Poor Billy stared at her; and his heart gave a great bound and then appeared to stop for an indefinite time.
“Good Lord!” said Mr. Woods, in his soul. “And I thought I was an ass last night! Why, last night, in comparison, I displayed intelligence that was almost human! Oh, Peggy, Peggy! if I only dared tell you what I think of you, I believe I would gladly die afterward—yes, I’m sure I would. You really haven’t any right to be so beautiful!—it isn’t fair to us, Peggy!”
But the vision was peeping over the bannisters at him, and the vision’s eyes were sparkling with a lucent mischief and a wonderful, half-hushed contralto was demanding of him:
“Oh, where have you been, Billy
boy, Billy boy?
Oh, where have you been, charming Billy?”
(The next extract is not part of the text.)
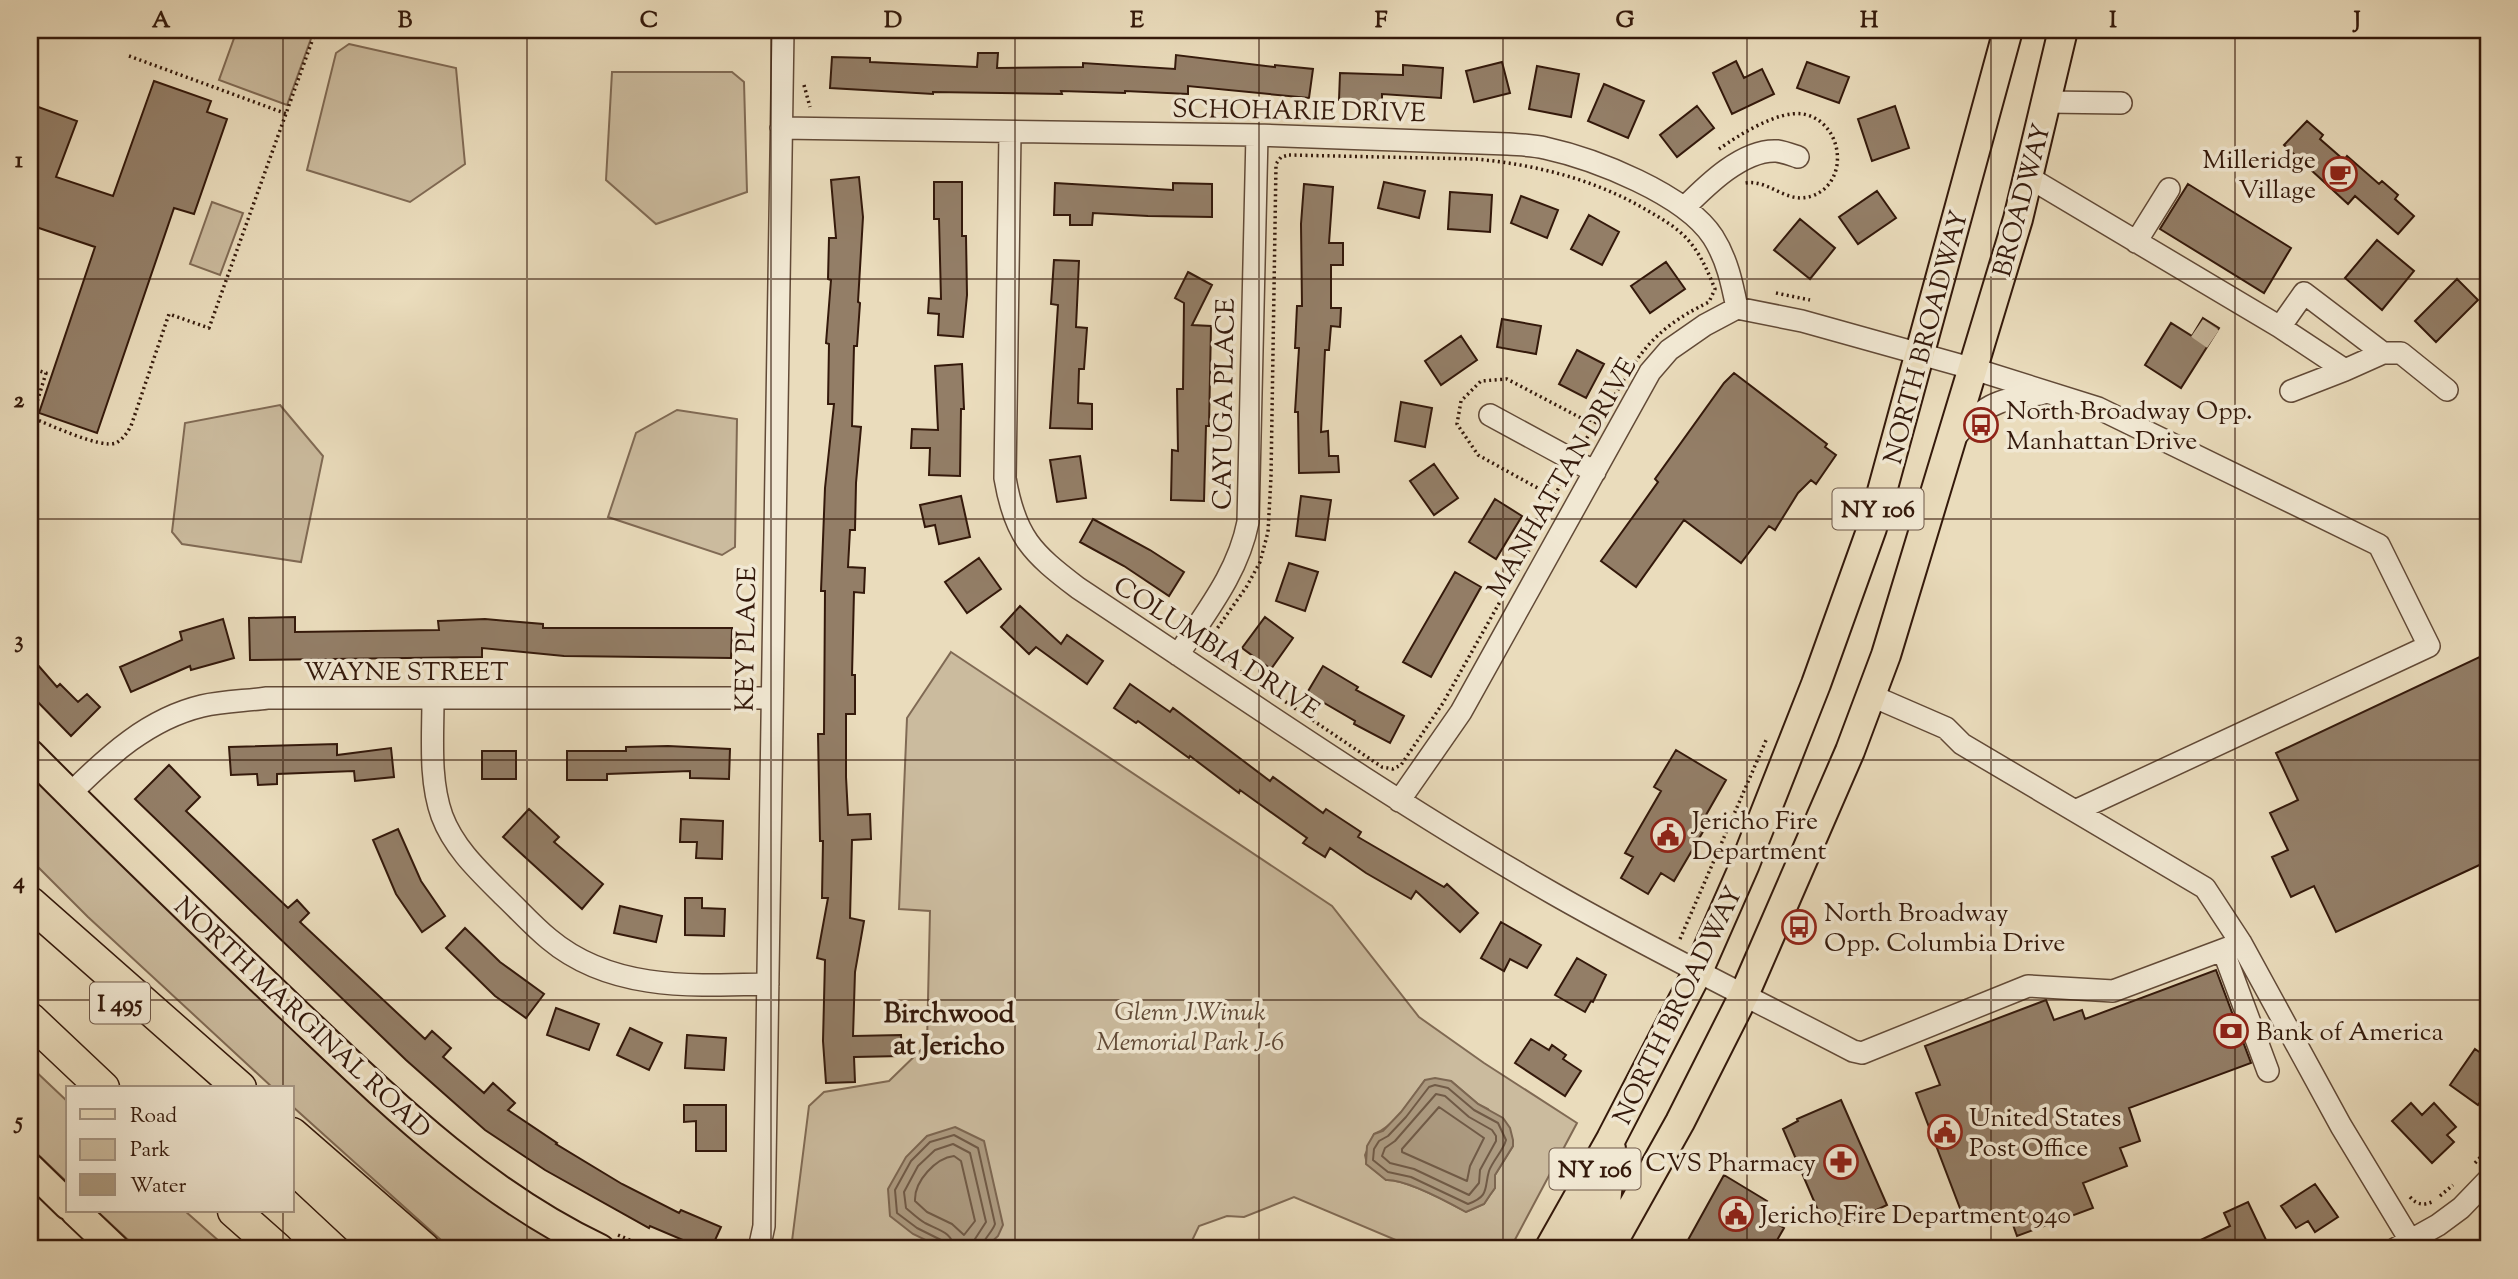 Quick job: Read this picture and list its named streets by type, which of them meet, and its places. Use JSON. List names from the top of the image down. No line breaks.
{"streets":{"highway":["I 495"],"main road":["BROADWAY","NORTH BROADWAY","NY 106","NORTH MARGINAL ROAD"],"street":["SCHOHARIE DRIVE","CAYUGA PLACE","MANHATTAN DRIVE","KEY PLACE","COLUMBIA DRIVE","WAYNE STREET"]},"crossings":[["SCHOHARIE DRIVE","CAYUGA PLACE"],["SCHOHARIE DRIVE","MANHATTAN DRIVE"],["SCHOHARIE DRIVE","KEY PLACE"],["SCHOHARIE DRIVE","COLUMBIA DRIVE"],["BROADWAY","NORTH BROADWAY"],["NORTH BROADWAY","COLUMBIA DRIVE"],["CAYUGA PLACE","COLUMBIA DRIVE"],["MANHATTAN DRIVE","COLUMBIA DRIVE"],["KEY PLACE","WAYNE STREET"],["WAYNE STREET","NORTH MARGINAL ROAD"]],"districts":["Birchwood at Jericho"],"parks":["Glenn J.Winuk Memorial Park J-6"],"places":{"cafe":["Milleridge Village"],"bus stop":["North Broadway Opp. Manhattan Drive","North Broadway Opp. Columbia Drive"],"public building":["Jericho Fire Department","United States Post Office","Jericho Fire Department 940"],"bank":["Bank of America"],"pharmacy":["CVS Pharmacy"]},"legend":["Road","Park","Water"],"grid":{"columns":["A","B","C","D","E","F","G","H","I","J"],"rows":["1","2","3","4","5"]}}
And Billy’s baritone answered her:
“I’ve been to seek a wife—”
and broke off in a groan.
“Good Lord!” said Mr. Woods.
It was a ludicrous business, if you will. Indeed, it was vastly humorous—was it not?—this woman’s thinking a man’s love might by any chance endure through six whole years. But their love endures, you see; and the silly creatures have a superstition among them that love is a sacred thing, stronger than time, victorious over death itself. Let us laugh, then, at Kathleen Saumarez—those of us who have learned that love is only a tinkling cymbal and faith a sounding brass and fidelity an obsolete affectation: but for my part, I honour and think better of the woman who through all her struggles with the world—through all those sordid, grim, merciless, secret battles where the vanquished may not even cry for succour—I honour her, I say, for that she had yet cherished the memory of that first love which is the best and purest and most unselfish and most excellent thing in life.
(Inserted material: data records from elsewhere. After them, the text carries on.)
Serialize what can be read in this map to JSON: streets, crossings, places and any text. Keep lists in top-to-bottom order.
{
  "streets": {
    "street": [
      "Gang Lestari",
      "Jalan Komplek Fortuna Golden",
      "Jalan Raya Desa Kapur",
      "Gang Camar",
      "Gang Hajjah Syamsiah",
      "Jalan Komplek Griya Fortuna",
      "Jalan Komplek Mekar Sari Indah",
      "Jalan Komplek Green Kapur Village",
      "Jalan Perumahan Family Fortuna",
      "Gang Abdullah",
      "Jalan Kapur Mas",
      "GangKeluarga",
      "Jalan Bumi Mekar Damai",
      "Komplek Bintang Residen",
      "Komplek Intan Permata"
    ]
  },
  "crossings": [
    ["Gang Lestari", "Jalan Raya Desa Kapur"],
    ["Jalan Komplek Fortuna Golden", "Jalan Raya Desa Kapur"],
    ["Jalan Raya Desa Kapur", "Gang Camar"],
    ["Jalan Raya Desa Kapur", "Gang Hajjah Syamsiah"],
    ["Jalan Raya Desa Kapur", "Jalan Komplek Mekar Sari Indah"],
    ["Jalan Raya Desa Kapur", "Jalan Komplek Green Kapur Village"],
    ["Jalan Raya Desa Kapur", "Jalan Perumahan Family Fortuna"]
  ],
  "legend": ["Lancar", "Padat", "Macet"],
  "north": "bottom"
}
Breakfast Margaret enjoyed hugely. I regret to confess that the fact that every one of her guests was more or less miserable moved this hard-hearted young woman to untimely and excessive mirth. Only Mrs. Saumarez puzzled her, for she could think of no reason for that lady’s manifest agitation when Kathleen eventually joined the others.
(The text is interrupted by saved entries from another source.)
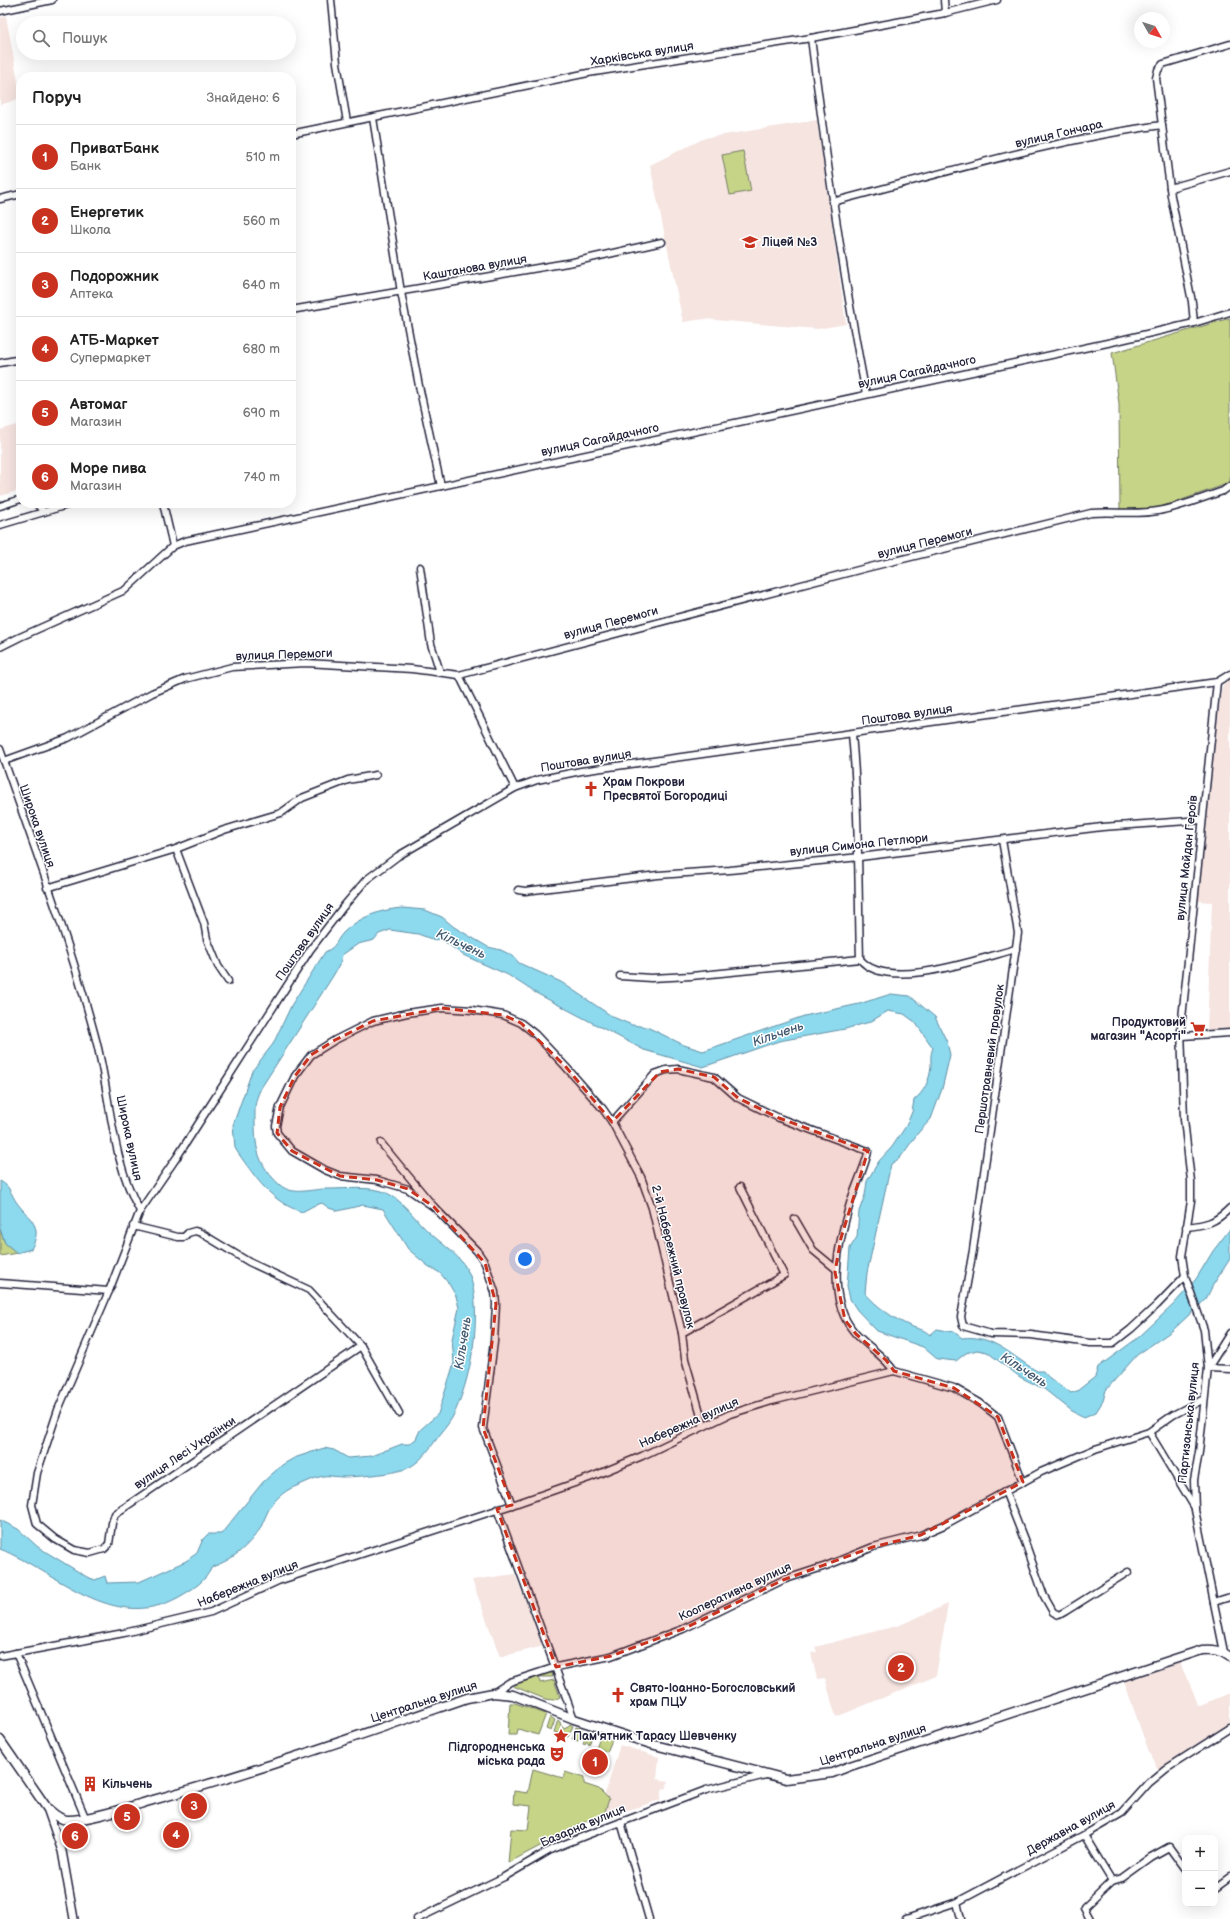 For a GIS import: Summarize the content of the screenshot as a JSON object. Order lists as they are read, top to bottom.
{
  "streets": {
    "main road": ["Центральна вулиця"],
    "street": [
      "Харківська вулиця",
      "вулиця Гончара",
      "Каштанова вулиця",
      "вулиця Сагайдачного",
      "вулиця Перемоги",
      "Поштова вулиця",
      "Широка вулиця",
      "вулиця Симона Петлюри",
      "вулиця Майдан Героїв",
      "Першотравневий провулок",
      "2-й Набережний провулок",
      "Набережна вулиця",
      "Партизанська вулиця",
      "вулиця Лесі Українки",
      "Кооперативна вулиця",
      "Базарна вулиця",
      "Державна вулиця"
    ]
  },
  "crossings": [
    ["вулиця Перемоги", "Широка вулиця"],
    ["Поштова вулиця", "Широка вулиця"],
    ["Поштова вулиця", "вулиця Майдан Героїв"],
    ["вулиця Симона Петлюри", "вулиця Майдан Героїв"],
    ["вулиця Майдан Героїв", "Першотравневий провулок"],
    ["вулиця Майдан Героїв", "Партизанська вулиця"],
    ["Першотравневий провулок", "Партизанська вулиця"],
    ["2-й Набережний провулок", "Набережна вулиця"],
    ["Набережна вулиця", "Кооперативна вулиця"],
    ["Партизанська вулиця", "Кооперативна вулиця"],
    ["Партизанська вулиця", "Центральна вулиця"],
    ["Кооперативна вулиця", "Центральна вулиця"],
    ["Центральна вулиця", "Базарна вулиця"]
  ],
  "water": ["Кільчень"],
  "places": {
    "school or university": ["Ліцей №3"],
    "church": ["Храм Покрови Пресвятої Богородиці", "Свято-Іоанно-Богословський храм ПЦУ"],
    "supermarket": ["Продуктовий магазин \"Асорті\""],
    "place": ["Пам'ятник Тарасу Шевченку"],
    "theatre": ["Підгородненська міська рада"],
    "building": ["Кільчень"]
  },
  "north": "bottom right",
  "page": {
    "search": "Пошук",
    "heading": ["Поруч", "Знайдено: 6"],
    "list": [
      {
        "mark": "1",
        "name": "ПриватБанк",
        "note": "Банк",
        "value": "510 m"
      },
      {
        "mark": "2",
        "name": "Енергетик",
        "note": "Школа",
        "value": "560 m"
      },
      {
        "mark": "3",
        "name": "Подорожник",
        "note": "Аптека",
        "value": "640 m"
      },
      {
        "mark": "4",
        "name": "АТБ-Маркет",
        "note": "Супермаркет",
        "value": "680 m"
      },
      {
        "mark": "5",
        "name": "Автомаг",
        "note": "Магазин",
        "value": "690 m"
      },
      {
        "mark": "6",
        "name": "Море пива",
        "note": "Магазин",
        "value": "740 m"
      }
    ],
    "pins": [
      "2",
      "1",
      "3",
      "5",
      "4",
      "6"
    ],
    "map_buttons": ["+", "−"]
  }
}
But for the rest, the hopeless glances that Hugh Van Orden cast toward her caused Adele to flush, and Mrs. Haggage to become despondent and speechless and astonishingly rigid; and Petheridge Jukesbury’s vaguely apologetic attitude toward the world struck Miss Hugonin as infinitely diverting. Kennaston she pitied a little; but his bearing toward her ranged ludicrously from that of proprietorship to that of supplication, and, moreover, she was furious with him for having hinted at various times that Billy was a fortune-hunter.
Margaret was quite confident by this that she had never believed him—“not really, you know”—having argued the point out at some length the night before, and reaching her conclusion by a course of reasoning peculiar to herself.